Since fibrosis was clearly augmented in symptomatic hSOD1G93A mice, we decided to evaluate the state of TGF-β signaling pathway, a well characterized pro-fibrotic pathway under these experimental conditions. Fig 4A shows a representative western blot for the three isoforms of TGF-β and CTGF/CCN2, a pro-fibrotic factor acting downstream TGF-β signaling pathway. We observed an increase of these two pro-fibrotic factors only in symptomatic hSOD1G93A mice. Quantitative analysis showed a 6-fold induction of TGF-β (1, 2, 3) and 3-fold induction of CTGF/CCN2 in symptomatic hSOD1G93A mice compared to pre-symptomatic animals (Figs 4B and 1C). Fig 4D shows a significant increase in TGF-β1 mRNA transcripts in skeletal muscle obtained from hSOD1G93A mice; in contrast, there was no significant difference in TGF-β1 mRNA levels in the pre-symptomatic stage. Next, we showed that there was no increase in total Smad3 in pre-symptomatic hSOD1G93A (Fig 4E) compared to the age-matched wild type. In contrast, we found a significant increase in Smad3 in skeletal muscle from hSOD1G93A mice compared to pre-symptomatic animals.

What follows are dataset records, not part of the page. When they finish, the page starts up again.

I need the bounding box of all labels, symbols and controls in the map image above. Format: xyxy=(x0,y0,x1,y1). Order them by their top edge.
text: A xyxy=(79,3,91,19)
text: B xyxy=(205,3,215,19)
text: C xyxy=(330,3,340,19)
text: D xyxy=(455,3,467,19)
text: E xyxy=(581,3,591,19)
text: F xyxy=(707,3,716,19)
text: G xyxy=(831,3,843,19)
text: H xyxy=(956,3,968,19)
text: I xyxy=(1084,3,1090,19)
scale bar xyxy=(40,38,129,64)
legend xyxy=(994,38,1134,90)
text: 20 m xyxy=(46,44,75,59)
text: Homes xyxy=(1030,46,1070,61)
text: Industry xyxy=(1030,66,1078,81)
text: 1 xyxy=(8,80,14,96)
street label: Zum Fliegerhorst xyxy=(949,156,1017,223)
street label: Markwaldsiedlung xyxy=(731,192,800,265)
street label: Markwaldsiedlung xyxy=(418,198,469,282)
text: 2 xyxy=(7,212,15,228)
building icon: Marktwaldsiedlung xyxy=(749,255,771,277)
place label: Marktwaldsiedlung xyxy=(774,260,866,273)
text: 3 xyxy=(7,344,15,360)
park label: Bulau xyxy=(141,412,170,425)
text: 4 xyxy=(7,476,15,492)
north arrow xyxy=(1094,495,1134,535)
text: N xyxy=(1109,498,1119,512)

Quantitative analyses indicate that there was a 10-fold increase in Smad3 in symptomatic hSOD1G93A mice (Fig 4F). To evaluate if TGF-β signaling pathway was active, we determined the amount of phosphorylated Smad3 (p-Smad3) in skeletal muscle from symptomatic hSOD1G93A and age-matched wild type mice by indirect immunofluorescence. Fig 4G shows a significant increase of nuclei positive for p-Smad3 in symptomatic hSOD1G93A mice. Quantitative analysis shows that 36% of total nuclei were positive for p-Smad3 in symptomatic hSOD1G93A mice compared to 14% in wild-type mice. These results suggest that TGF-β signaling pathway is activated in skeletal muscle of symptomatic hSOD1G93A mice.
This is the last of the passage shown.